Start at the first line of the material below and retype each line through the one containing "[1741,878,1757,929,1734,940,1732,937,1703,953,1679,914,1685,901]", exactly.

Task input Start Marker

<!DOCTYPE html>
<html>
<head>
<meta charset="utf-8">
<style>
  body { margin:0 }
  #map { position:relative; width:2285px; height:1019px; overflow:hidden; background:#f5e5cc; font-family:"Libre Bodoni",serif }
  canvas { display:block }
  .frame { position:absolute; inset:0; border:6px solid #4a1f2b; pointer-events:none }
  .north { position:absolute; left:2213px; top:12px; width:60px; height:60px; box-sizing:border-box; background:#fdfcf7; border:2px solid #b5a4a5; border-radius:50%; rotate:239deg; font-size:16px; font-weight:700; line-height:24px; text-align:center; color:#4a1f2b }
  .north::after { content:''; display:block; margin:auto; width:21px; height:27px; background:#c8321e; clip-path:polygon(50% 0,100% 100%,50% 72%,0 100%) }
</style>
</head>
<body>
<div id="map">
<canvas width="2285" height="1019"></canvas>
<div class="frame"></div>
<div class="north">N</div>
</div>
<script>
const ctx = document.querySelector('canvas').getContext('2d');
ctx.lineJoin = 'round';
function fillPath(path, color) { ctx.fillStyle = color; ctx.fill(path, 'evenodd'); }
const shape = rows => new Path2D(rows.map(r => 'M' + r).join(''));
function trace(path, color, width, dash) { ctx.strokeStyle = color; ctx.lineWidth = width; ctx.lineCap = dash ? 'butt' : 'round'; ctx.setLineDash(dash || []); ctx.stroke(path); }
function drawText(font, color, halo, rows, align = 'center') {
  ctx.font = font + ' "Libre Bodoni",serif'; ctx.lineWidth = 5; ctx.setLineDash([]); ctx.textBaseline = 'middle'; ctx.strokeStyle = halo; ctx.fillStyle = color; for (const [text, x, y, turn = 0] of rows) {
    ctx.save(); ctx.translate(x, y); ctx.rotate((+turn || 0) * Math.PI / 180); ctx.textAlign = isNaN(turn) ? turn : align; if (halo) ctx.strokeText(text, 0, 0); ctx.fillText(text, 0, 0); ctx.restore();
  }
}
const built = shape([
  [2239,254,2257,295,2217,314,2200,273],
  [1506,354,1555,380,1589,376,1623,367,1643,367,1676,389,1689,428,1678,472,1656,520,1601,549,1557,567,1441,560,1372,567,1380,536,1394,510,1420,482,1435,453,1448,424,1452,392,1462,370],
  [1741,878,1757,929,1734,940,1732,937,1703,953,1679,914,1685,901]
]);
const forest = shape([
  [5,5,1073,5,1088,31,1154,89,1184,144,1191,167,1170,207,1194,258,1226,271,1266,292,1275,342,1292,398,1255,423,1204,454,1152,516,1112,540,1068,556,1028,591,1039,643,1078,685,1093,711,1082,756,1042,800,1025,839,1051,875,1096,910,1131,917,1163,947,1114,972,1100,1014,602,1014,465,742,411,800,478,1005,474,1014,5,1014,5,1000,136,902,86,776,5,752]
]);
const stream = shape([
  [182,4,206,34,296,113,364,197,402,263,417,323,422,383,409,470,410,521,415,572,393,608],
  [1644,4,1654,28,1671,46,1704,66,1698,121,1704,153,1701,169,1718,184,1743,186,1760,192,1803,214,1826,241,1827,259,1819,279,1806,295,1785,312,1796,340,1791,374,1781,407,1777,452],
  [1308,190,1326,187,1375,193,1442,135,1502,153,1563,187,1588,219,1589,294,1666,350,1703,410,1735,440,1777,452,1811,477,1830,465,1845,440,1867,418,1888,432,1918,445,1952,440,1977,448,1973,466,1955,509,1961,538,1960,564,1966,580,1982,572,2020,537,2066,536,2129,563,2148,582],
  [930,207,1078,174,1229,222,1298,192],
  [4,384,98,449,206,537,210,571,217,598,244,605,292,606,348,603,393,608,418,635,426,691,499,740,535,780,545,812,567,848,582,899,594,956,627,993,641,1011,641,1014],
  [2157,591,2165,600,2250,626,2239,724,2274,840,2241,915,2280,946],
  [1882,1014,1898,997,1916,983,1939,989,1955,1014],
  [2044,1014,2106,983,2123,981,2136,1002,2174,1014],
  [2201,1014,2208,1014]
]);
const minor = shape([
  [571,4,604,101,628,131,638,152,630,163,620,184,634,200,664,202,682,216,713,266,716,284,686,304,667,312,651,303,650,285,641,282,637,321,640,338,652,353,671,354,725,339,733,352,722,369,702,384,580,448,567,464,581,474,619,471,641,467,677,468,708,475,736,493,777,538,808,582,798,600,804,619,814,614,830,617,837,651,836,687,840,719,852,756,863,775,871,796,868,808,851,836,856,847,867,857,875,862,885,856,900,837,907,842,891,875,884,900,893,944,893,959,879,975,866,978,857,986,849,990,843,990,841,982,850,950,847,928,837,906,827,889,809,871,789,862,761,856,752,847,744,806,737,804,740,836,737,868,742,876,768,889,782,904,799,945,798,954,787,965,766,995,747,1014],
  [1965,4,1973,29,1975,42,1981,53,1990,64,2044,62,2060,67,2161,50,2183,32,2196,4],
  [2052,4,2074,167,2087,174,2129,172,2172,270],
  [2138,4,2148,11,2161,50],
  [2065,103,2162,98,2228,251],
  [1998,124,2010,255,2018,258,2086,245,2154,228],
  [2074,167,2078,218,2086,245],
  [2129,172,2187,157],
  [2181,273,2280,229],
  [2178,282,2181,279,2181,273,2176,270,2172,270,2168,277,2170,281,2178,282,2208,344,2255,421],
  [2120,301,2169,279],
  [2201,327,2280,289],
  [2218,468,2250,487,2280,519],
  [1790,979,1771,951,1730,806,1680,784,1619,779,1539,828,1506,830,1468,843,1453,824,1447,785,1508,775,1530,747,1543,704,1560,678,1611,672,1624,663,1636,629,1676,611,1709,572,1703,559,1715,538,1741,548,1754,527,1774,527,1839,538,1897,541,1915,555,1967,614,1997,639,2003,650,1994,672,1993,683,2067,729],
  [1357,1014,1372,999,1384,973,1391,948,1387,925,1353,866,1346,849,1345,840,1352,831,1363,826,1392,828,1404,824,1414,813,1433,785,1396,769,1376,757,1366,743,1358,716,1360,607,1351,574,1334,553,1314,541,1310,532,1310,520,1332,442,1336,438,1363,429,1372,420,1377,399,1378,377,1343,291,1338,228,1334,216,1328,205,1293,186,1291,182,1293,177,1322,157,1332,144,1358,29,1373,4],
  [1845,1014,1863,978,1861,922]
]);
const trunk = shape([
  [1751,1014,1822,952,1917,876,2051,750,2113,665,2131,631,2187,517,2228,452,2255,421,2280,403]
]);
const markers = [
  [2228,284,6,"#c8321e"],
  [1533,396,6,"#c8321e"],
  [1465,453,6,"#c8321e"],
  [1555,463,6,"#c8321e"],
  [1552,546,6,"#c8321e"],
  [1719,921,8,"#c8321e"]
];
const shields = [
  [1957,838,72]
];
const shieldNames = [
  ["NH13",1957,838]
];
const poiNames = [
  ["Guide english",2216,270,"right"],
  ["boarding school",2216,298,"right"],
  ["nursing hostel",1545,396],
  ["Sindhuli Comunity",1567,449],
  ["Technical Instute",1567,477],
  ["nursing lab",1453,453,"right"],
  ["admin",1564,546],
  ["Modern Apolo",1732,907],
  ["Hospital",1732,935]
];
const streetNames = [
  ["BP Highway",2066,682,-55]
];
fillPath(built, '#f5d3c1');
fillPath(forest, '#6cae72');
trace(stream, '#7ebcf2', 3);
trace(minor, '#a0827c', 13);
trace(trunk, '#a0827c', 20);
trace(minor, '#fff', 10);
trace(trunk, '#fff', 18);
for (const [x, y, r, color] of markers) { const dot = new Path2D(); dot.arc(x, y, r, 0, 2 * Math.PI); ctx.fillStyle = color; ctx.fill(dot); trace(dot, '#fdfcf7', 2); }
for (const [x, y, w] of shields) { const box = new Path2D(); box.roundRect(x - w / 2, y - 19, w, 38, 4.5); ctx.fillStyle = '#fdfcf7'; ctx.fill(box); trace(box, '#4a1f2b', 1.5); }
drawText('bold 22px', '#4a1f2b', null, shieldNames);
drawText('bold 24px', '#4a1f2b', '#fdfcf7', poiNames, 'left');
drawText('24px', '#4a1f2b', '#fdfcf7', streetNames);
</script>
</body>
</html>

Task input End Marker

> **Exercise response**
<!DOCTYPE html>
<html>
<head>
<meta charset="utf-8">
<style>
  body { margin:0 }
  #map { position:relative; width:2285px; height:1019px; overflow:hidden; background:#f5e5cc; font-family:"Libre Bodoni",serif }
  canvas { display:block }
  .frame { position:absolute; inset:0; border:6px solid #4a1f2b; pointer-events:none }
  .north { position:absolute; left:2213px; top:12px; width:60px; height:60px; box-sizing:border-box; background:#fdfcf7; border:2px solid #b5a4a5; border-radius:50%; rotate:239deg; font-size:16px; font-weight:700; line-height:24px; text-align:center; color:#4a1f2b }
  .north::after { content:''; display:block; margin:auto; width:21px; height:27px; background:#c8321e; clip-path:polygon(50% 0,100% 100%,50% 72%,0 100%) }
</style>
</head>
<body>
<div id="map">
<canvas width="2285" height="1019"></canvas>
<div class="frame"></div>
<div class="north">N</div>
</div>
<script>
const ctx = document.querySelector('canvas').getContext('2d');
ctx.lineJoin = 'round';
function fillPath(path, color) { ctx.fillStyle = color; ctx.fill(path, 'evenodd'); }
const shape = rows => new Path2D(rows.map(r => 'M' + r).join(''));
function trace(path, color, width, dash) { ctx.strokeStyle = color; ctx.lineWidth = width; ctx.lineCap = dash ? 'butt' : 'round'; ctx.setLineDash(dash || []); ctx.stroke(path); }
function drawText(font, color, halo, rows, align = 'center') {
  ctx.font = font + ' "Libre Bodoni",serif'; ctx.lineWidth = 5; ctx.setLineDash([]); ctx.textBaseline = 'middle'; ctx.strokeStyle = halo; ctx.fillStyle = color; for (const [text, x, y, turn = 0] of rows) {
    ctx.save(); ctx.translate(x, y); ctx.rotate((+turn || 0) * Math.PI / 180); ctx.textAlign = isNaN(turn) ? turn : align; if (halo) ctx.strokeText(text, 0, 0); ctx.fillText(text, 0, 0); ctx.restore();
  }
}
const built = shape([
  [2239,254,2257,295,2217,314,2200,273],
  [1506,354,1555,380,1589,376,1623,367,1643,367,1676,389,1689,428,1678,472,1656,520,1601,549,1557,567,1441,560,1372,567,1380,536,1394,510,1420,482,1435,453,1448,424,1452,392,1462,370],
  [1741,878,1757,929,1734,940,1732,937,1703,953,1679,914,1685,901]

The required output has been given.